Esa pregunta me parece mucho más importante que cuánto vendió.
El resultado mide recepción. La calidad mide otra cosa: ejecución, criterio, profundidad, oficio, originalidad, coherencia, cuidado. Una obra puede tener todo eso y aun así fracasar comercialmente. Del mismo modo, algo mediocre puede convertirse en un éxito enorme porque apareció en el momento correcto, porque entendió perfectamente el algoritmo, porque tuvo una campaña extraordinaria o porque supo explotar algo que el mercado estaba buscando en ese instante.

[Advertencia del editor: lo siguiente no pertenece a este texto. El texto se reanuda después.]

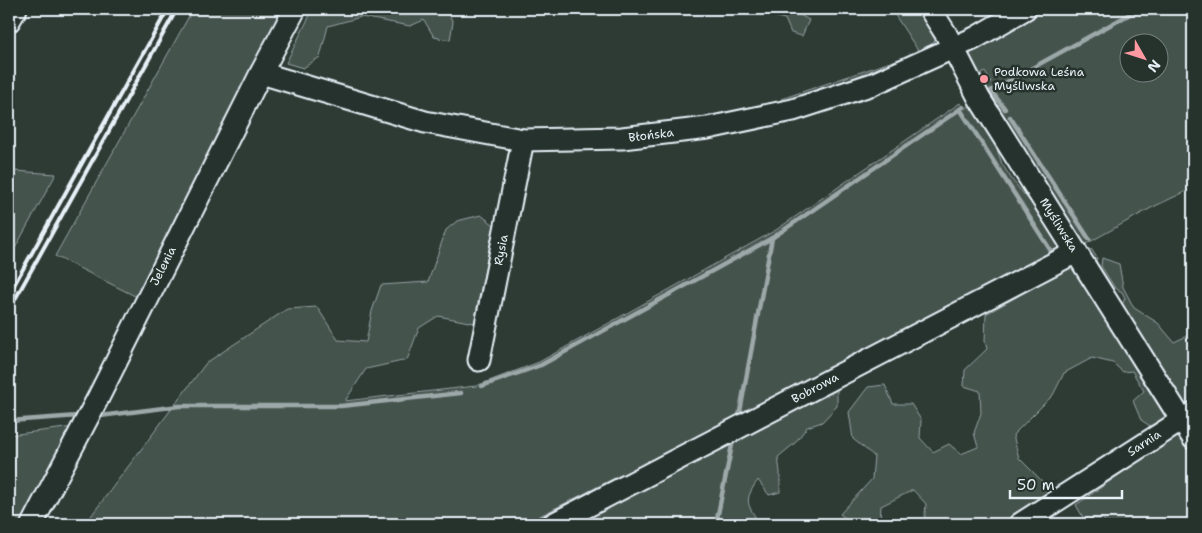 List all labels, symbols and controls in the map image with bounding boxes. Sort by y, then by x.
north arrow [1120,32,1170,82]
text: N [1144,56,1165,76]
place label: Podkowa Leśna Myśliwska [994,64,1085,94]
marker: Podkowa Leśna Myśliwska [978,73,990,85]
street label: Błońska [627,124,675,146]
street label: Myśliwska [1036,195,1082,255]
street label: Rysia [490,233,512,267]
street label: Jelenia [146,243,180,288]
street label: Bobrowa [789,369,842,407]
street label: Sarnia [1124,426,1164,460]
scale bar [1010,468,1122,500]
text: 50 m [1017,475,1055,495]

No hay nada malo en querer resultados. Yo también quiero que las cosas que hago funcionen. Quiero que sean vistas, que encuentren audiencia, que crezcan y que tengan impacto. Sería absurdo romantizar el fracaso o fingir que el mercado no importa. Pero permitir que el mercado sea quien determine nuestro criterio es una cosa muy distinta, y ahí empieza un problema mucho más profundo.
Si una cosa mediocre vende más que una buena, la conclusión no debería ser que tenemos que empezar a hacer cosas mediocres. Si un contenido superficial obtiene diez veces más reproducciones que uno trabajado durante semanas, eso no significa que debamos abandonar el segundo. Si una fórmula repetida funciona mejor que una idea propia, no tenemos que repetirla hasta convertirnos en una copia más de todo lo que ya existe.
Yo creo que no.
Podemos aprender a comunicar mejor lo que hacemos. Podemos estudiar por qué algo no encontró público. Podemos mejorar distribución, títulos, formatos, promoción y todas las variables que rodean una obra. Incluso podemos aceptar que algunas veces lo que hicimos simplemente no era tan bueno como pensábamos. Todo eso forma parte del proceso.
Lo que no deberíamos hacer es confundir una mala respuesta con una mala obra.
A veces las cosas buenas rinden mal. A veces las cosas malas rinden extraordinariamente bien. Y ambas realidades pueden coexistir sin contradicción.
El problema aparece cuando empezamos a sacrificar calidad porque descubrimos que la mediocridad resulta más rentable. Ahí ya no nos estamos adaptando al mercado: le estamos entregando nuestro criterio. Y si todos hacemos exactamente eso, terminamos produciendo lo mismo: contenidos construidos con las mismas fórmulas, películas diseñadas a partir de las mismas tendencias, campañas copiadas de otras campañas y personas diciendo lo mismo porque descubrieron que eso era lo que el algoritmo estaba premiando esa semana.
Por eso creo que hay algo que vale la pena defender, incluso aunque a veces cueste más.
Hacer cosas buenas.
Hacerlas porque creemos que están bien hechas. Porque tienen una idea detrás. Porque tienen identidad. Porque hay trabajo, oficio y pensamiento puestos ahí. Después habrá que intentar que funcionen, claro. Habrá que aprender a venderlas, distribuirlas y encontrar a quienes podrían valorarlas.
Pero nunca deberíamos dejar de hacer cosas buenas simplemente porque las mediocres se venden más.
Quizá algunas encuentren reconocimiento de inmediato. Otras tardarán años. Algunas, probablemente, nunca lo encontrarán.
Pero el reconocimiento nunca fue lo que las hizo buenas.